Ranked the 18th largest issuer of greenhouse gas (GHG) emissions worldwide, South Africa has an abundance of energy resources in addition to large deposits of coal, which generate 80 percent of the country’s consumed primary energy. As a result, until 2009 the country’s energy prices were among the cheapest on the continent.


Beginning in 2002, South Africa’s GDP steadily increased more than the rest of Sub-Saharan Africa. However, investment in energy infrastructure and supply systems did not match the years of steady economic growth. By 2007, electricity demand could not be met at all times and intermittent power outages set in.


The government introduced a new tariff structure favoring energy efficiency with lower tariffs and capacity restrictions.
Before the power shortage became evident, private sector firms had little incentive to prioritize energy efficiency processes within their operations. However, following the 2007 blackouts, businesses realized the need to seek long-term resource efficiency solutions.


As the energy landscape changed, companies began seeking advice from outside energy specialists and pursuing funding to maximize energy efficiency within their operations.


Karsten Farms’ management understood the value of making its operations more energy efficient. It also knew that it was better to do so sooner rather than later and engaged a partner with whom it had already worked.


IFC's Approach


An IFC investment client since 2006, the Karsten Group was eligible for IFC’s Cleaner Production Lending Facility (CPLF). The Facility is available to IFC portfolio clients in good standing to help finance projects that support more efficient use of energy, water and materials, resulting in the use of natural resources and in the reduction of GHG emissions. The Facility also allows clients to pilot investments in energy efficiency and renewable energy that they may roll out more widely in their operations.


IFC’s Sustainable Business Advisory and Karsten’s energy team jointly identified opportunities in resource efficiency. Drawing upon the Facility, Karsten received $1 million for a long-term loan and advisory services to install efficient lighting and refrigeration systems on its farms. The loan also helped Karsten install solar water heaters in approximately 300 farming worker homes on ten farms, improving the living standards of its employees.


As a result, the project is saving Karsten $300,000 annually due to a reduction in energy costs and an increase in productivity, while lowering its annual energy consumption by 1,500 mwh, or 5 percent of current consumption. IFC’s advice was not only practical, but the hands-on nature of the partnership provided solutions that could be implemented immediately, leading to cost savings as early as one year after implementation.
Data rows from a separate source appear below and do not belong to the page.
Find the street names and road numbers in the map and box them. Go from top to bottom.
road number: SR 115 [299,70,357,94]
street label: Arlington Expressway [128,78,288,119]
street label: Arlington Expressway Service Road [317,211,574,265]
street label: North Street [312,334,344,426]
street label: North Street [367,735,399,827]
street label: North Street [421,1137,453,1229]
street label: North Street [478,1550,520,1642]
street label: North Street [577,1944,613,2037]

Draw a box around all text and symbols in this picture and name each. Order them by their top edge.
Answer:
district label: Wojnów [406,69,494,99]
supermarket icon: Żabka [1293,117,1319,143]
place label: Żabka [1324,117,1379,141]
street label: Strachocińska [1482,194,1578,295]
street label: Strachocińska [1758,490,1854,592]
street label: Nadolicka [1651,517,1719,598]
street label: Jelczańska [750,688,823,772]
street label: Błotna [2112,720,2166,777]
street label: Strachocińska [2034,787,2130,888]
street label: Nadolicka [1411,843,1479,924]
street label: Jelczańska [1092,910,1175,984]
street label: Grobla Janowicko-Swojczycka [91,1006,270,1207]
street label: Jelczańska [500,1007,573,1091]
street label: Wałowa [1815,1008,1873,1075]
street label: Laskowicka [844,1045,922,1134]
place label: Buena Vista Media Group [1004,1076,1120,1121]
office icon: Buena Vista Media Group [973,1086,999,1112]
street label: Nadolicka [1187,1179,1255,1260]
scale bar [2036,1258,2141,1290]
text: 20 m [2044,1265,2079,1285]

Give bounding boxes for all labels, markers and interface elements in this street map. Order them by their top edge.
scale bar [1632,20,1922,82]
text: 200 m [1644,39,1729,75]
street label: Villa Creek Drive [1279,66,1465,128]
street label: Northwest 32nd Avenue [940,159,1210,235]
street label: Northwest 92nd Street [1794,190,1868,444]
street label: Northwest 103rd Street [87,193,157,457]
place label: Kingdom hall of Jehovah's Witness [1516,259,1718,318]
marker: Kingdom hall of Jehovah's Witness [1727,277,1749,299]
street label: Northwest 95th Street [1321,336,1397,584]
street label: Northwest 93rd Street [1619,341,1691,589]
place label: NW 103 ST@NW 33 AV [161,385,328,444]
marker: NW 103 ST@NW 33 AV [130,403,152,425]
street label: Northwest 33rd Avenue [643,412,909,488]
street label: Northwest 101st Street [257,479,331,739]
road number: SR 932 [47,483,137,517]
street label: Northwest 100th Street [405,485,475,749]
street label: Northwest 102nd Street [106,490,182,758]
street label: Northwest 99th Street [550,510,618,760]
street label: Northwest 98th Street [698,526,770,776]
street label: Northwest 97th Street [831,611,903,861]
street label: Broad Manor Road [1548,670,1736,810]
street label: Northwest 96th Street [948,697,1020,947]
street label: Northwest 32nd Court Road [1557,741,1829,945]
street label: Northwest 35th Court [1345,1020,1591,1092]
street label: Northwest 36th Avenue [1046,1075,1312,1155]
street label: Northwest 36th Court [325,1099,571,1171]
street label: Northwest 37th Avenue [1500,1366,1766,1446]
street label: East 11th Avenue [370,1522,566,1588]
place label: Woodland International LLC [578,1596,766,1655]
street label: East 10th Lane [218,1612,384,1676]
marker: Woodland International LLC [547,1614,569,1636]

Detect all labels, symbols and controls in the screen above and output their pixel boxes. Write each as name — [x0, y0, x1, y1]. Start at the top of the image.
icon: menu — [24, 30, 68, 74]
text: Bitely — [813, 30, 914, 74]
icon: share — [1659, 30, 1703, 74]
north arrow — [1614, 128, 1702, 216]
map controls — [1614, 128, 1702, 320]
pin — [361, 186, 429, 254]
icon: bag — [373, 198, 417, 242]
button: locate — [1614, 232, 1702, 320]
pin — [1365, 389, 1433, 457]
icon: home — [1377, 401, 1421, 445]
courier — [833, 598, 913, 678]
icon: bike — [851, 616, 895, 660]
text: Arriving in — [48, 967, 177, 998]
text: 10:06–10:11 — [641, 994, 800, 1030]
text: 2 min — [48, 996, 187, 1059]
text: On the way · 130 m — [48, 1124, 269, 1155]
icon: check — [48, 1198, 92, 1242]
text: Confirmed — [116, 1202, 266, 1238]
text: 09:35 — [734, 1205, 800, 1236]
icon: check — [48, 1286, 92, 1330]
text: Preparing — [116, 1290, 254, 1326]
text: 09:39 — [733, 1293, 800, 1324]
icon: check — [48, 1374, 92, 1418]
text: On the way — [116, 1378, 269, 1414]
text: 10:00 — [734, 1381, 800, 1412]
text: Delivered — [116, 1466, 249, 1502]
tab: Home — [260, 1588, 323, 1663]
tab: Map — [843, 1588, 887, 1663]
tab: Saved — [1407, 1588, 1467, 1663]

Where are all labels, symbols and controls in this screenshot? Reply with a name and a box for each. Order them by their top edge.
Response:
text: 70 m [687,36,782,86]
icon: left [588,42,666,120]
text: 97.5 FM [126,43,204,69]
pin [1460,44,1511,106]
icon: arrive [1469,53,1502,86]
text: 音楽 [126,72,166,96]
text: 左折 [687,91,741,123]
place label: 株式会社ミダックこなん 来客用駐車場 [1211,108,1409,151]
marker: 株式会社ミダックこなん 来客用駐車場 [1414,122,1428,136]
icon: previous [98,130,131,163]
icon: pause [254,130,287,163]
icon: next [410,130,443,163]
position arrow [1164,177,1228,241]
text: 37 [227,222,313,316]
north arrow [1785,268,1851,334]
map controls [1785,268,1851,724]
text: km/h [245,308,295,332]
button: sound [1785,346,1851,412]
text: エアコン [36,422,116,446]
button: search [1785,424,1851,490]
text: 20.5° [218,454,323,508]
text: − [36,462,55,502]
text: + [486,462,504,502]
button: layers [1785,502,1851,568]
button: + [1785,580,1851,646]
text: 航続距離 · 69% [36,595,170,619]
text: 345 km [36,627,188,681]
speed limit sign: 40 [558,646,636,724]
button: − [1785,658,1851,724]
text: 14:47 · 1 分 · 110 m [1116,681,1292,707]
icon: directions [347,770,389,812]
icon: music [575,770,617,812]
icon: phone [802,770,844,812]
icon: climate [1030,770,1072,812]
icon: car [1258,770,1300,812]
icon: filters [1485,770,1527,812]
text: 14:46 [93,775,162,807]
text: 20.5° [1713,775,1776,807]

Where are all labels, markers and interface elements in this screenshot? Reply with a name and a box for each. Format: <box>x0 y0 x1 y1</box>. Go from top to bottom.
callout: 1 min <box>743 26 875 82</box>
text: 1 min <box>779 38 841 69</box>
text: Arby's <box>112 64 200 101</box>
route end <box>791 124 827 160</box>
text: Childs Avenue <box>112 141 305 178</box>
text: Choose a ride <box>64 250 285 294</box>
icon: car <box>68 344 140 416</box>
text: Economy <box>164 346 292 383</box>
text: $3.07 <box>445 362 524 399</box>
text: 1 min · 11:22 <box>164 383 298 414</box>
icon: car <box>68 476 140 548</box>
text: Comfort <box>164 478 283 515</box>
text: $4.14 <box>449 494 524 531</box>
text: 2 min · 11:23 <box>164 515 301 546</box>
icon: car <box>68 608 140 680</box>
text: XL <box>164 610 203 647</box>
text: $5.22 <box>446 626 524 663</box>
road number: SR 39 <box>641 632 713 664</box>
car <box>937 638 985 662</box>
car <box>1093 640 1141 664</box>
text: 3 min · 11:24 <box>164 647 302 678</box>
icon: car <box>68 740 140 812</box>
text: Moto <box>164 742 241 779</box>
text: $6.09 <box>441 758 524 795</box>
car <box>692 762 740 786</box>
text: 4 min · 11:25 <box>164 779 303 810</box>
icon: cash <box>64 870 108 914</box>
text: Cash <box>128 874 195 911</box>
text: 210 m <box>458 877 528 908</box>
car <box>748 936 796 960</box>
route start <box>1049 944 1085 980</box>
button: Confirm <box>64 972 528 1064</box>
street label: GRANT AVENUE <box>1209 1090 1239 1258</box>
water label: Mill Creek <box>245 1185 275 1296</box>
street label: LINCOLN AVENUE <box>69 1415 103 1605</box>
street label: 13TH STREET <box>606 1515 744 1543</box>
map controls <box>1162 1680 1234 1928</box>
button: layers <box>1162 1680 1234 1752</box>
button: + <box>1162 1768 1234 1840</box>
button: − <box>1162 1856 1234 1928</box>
Immediate improvements and cost savings further incentivize companies to consider energy efficient solutions for a sustainable future.




  • $1.2 million in total financing facilitated for Karsten Group.
  • $1 million invested by IFC in Karsten Group.
  • 1,500 mwh of energy savings annually, or 5 percent of Karsten’s annual consumption.
  • $300,000 saved annually due to a reduction in energy costs and an increase in productivity.
  • The annual cost savings Karsten Group achieved paid back their investment in


















Print a two-page fact sheet on this project [PDF] »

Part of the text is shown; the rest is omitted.